Can I take desipramine while breastfeeding?
Amounts of desipramine in breast milk are low. Case reports on four breastfeeding infants, whose mothers used desipramine, could not detect the medication in the baby’s blood. No harmful effects have been reported for one nursing infant who was followed up to age 3 years. Long-term studies on infants exposed to desipramine in breast milk have not been done. Be sure to talk to your healthcare provider about your breastfeeding questions.
What if the father of the baby takes desipramine?
Some reports have suggested that desipramine and other tricyclic antidepressants might reduce a man’s sex drive or ability to have sex (cause erectile and ejaculatory dysfunction), which could make it harder to get a partner pregnant. In general, exposures that fathers have are unlikely to increase risks to a pregnancy. For more information, please see the MotherToBaby fact sheet Paternal Exposures at https://mothertobaby.org/fact-sheets/paternal-exposures-pregnancy/pdf/.*
* Section Updated May 2020
- Birnbaum CS, et al. 1999. Serum concentrations of antidepressants and benzodiazepines in nursing infants: a case series. Pediatrics. 104:e11.
- Eggermont E. 1973. Withdrawal symptoms in neonate associated with maternal imipramine therapy. Lancet 2:680.
- Erickson SH, et al. 1979. Tricyclics and breast feeding. Am J Psychiatry 136:1483.

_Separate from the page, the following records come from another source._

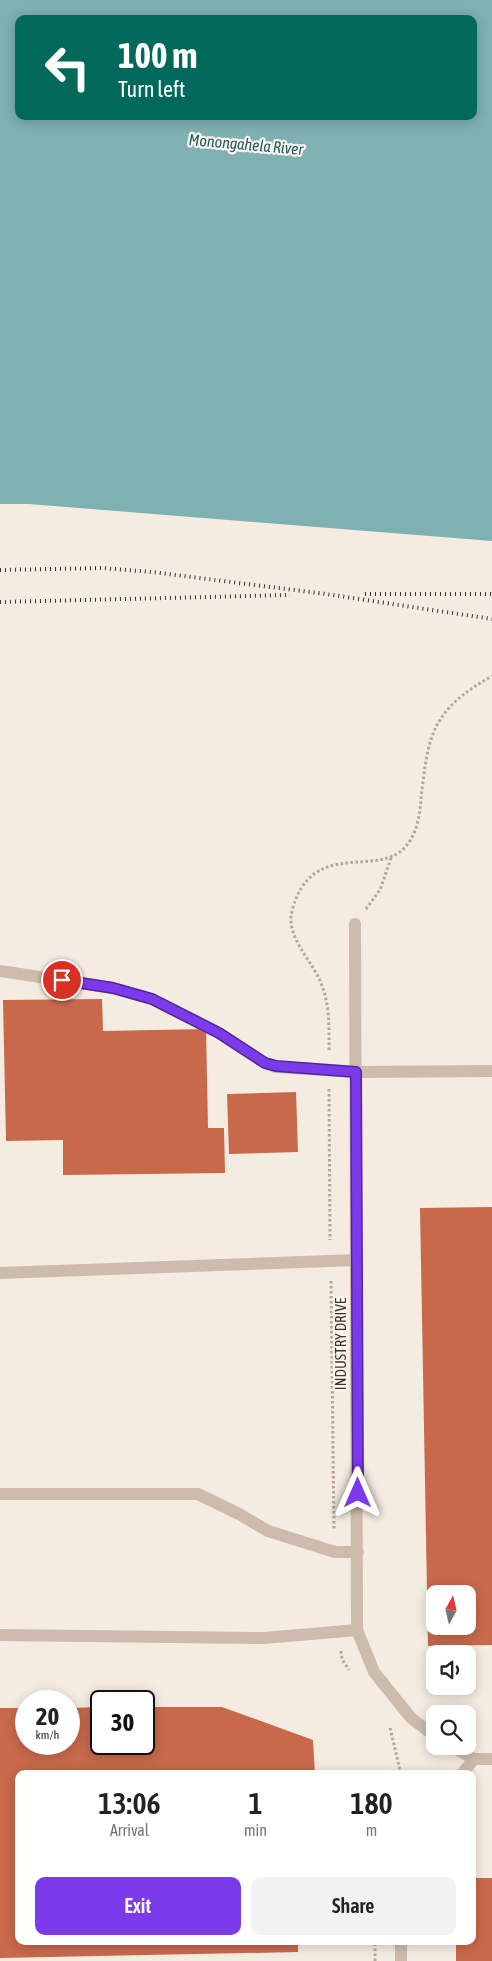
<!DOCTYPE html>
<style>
body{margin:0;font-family:"Asap Condensed",sans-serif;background:#f2f2f2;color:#222;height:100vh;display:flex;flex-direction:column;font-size:19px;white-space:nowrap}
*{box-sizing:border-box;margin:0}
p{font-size:16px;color:#767676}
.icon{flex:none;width:28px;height:28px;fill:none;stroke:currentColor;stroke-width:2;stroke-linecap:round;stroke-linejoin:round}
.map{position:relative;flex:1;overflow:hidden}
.side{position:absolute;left:15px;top:1770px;width:461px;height:175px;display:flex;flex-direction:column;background:#fff;border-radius:10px;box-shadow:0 2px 12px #0003}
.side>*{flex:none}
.banner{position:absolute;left:15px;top:15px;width:462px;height:105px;border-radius:10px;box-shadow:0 2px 12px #0003;background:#00695c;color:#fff;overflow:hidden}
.needle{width:32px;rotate:8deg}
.controls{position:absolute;left:426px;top:1585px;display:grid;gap:10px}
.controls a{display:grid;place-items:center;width:50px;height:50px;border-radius:10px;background:#fff;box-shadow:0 2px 12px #0003;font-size:25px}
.speed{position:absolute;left:15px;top:1690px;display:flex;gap:10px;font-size:25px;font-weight:700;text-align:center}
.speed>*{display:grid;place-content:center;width:65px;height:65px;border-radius:50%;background:#fff;box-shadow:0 2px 12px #0003;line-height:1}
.speed small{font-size:12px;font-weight:400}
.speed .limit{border:2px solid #111;border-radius:8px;background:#fff;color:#111}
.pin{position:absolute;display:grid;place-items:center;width:42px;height:42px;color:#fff;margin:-21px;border:2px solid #fff;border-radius:50%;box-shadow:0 1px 5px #0007}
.me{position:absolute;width:55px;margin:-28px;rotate:0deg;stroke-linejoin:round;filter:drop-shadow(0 0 4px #0008)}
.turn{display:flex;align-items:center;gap:18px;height:105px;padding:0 20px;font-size:22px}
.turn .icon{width:65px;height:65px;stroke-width:2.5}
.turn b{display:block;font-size:35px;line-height:42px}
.eta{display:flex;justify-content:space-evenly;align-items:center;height:85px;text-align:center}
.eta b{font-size:30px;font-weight:600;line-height:35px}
.primary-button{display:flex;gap:10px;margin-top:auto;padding:10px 20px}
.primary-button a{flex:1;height:58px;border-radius:10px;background:#7c3aed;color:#fff;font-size:20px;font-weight:600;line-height:58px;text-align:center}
.primary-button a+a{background:#f2f2f2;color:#222}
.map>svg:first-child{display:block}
</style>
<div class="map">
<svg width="492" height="1961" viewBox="0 0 492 1961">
<rect width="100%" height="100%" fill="#f4ebe1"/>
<!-- water -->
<path fill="#7fb0b2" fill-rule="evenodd" d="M0,0H492V541L29,504H0ZM19,19H474V116H19Z"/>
<!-- building -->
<g fill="#c8694b" fill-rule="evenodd">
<path d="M102,999L103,1031L206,1029L208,1128H224L225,1173L63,1175V1140L6,1141L3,1000Z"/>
<path d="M296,1092L298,1152L229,1154L227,1094Z"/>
<path d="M492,1207V1645L428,1646L420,1208ZM435,1594H468V1626H435Z"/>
<path d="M101,1707V1744H144V1707H222L313,1740L315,1774H19V1941H298V1952L0,1958V1708H26V1744H69V1708Z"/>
<path d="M472,1878H492V1961H456V1941H472Z"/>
</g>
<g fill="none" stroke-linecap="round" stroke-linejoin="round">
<!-- path -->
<g stroke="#b9a596" stroke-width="3" stroke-dasharray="2.5 2.5" stroke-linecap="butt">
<path d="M366,909L380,890L392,855"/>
<path d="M329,1050C329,1027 330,1005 321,983C313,962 285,936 292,911C312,835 379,881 407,845C417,833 420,814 421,799C428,734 432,710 492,676"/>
<path d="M329,1089L330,1240"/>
<path d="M331,1281L334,1530"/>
<path d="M341,1651L342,1659L349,1670"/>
<path d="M390,1728L401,1774"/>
<path d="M375,1961V1941"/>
</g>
<!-- service -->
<g stroke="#cdbbac" stroke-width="12">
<path d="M0,971L113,988L152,999L219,1033L265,1063L276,1067L356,1072"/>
<path d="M0,1273L357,1260"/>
<path d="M0,1494H198L239,1514L268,1531L335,1552H358"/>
<path d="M0,1635L264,1638L357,1630"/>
</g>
<!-- minor -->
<g stroke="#cdbbac" stroke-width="12">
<path d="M355,924L357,1630L374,1672L411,1718L435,1736"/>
<path d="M356,1072L492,1071"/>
<path d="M451,1746L474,1759H492"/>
<path d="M462,1774L474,1759"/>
<path d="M401,1941V1961"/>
</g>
<!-- rail -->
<g stroke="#3b302b" stroke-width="4" stroke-dasharray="1 4" stroke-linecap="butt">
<path d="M0,570L102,568L152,572L326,594L492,619"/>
<path d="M365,594H492"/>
<path d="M0,602L290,595"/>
</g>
</g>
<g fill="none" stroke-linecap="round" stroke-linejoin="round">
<!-- route casing -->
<g stroke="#51269a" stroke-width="12">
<path id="route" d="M62,980L113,988L152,999L219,1033L265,1063L276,1066L356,1072L358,1493"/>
</g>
<!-- route -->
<use href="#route" stroke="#7c3aed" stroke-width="9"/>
</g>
<g text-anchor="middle" stroke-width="4.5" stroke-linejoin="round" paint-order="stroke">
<!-- street labels -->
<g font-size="15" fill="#3b302b" stroke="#fbf5ee">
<text transform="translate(341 1344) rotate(-90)" y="5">INDUSTRY DRIVE</text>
</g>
<!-- water labels -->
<g font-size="16" font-style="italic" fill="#1f5a5e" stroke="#fbf5ee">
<text transform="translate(246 144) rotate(5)" y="6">Monongahela River</text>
</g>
</g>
</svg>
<div class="controls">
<a><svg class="needle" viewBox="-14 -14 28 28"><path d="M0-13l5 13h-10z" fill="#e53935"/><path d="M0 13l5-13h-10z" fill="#767676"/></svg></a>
<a><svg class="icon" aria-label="sound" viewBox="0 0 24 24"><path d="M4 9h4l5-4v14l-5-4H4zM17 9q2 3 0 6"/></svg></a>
<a><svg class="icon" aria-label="search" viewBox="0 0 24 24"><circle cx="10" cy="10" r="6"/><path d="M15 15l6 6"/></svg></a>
</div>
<div class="speed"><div>20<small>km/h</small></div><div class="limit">30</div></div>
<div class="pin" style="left:62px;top:980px;background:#d93025"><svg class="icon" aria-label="arrive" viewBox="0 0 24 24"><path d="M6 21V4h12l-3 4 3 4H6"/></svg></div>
<svg class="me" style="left:358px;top:1493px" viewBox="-20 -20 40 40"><path d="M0-17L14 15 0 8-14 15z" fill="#7c3aed" stroke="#fff" stroke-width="4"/></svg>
<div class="banner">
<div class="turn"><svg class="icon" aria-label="left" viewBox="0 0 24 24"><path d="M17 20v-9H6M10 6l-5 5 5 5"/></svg><div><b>100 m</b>Turn left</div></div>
</div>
<section class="side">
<div class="eta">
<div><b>13:06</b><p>Arrival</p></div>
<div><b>1</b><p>min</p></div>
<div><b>180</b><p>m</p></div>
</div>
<div class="primary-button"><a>Exit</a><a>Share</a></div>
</section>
</div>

- Misri S, Sivertz K. 1991. Tricyclic drugs in pregnancy and lactation: a preliminary report. Int J Psychiat Med 21:157-171, 1991.
- Mitchell JE, Popkin MK. 1983. Antidepressant drug therapy and sexual dysfunction in men: a review. J Clin Psychopharm 3:76-79.
- Rosenbaum JF, Pollack MH. 1988. Anhedonic ejaculation with desipramine. Int J Psychiatry 18:85-8.
- Stancer HC, Reed KL. 1986. Desipramine and 2-hydroxydesipramine in human breast milk and the nursing infant’s serum. Am J Psychiatry 143:1597-1600.
- Sovner R, Orsulak PJ. 1979. Excretion of imipramine and desipramine in human breast milk. Am J Psychiatry 136:451-2.
- Webster PA. 1973. Withdrawal symptoms in neonates associated with maternal antidepressant therapy. Lancet 2:318-9.
National Pregnancy Registry for Psychiatric Medications: There is a pregnancy registry for women who take psychiatric medications, such as desipramine. For more information you can look at their website: https://womensmentalhealth.org/research/pregnancyregistry/.
OTIS/MotherToBaby recognizes that not all people identify as “men” or “women.” When using the term “mother,” we mean the source of the egg and/or uterus and by “father,” we mean the source of the sperm, regardless of the person’s gender identity.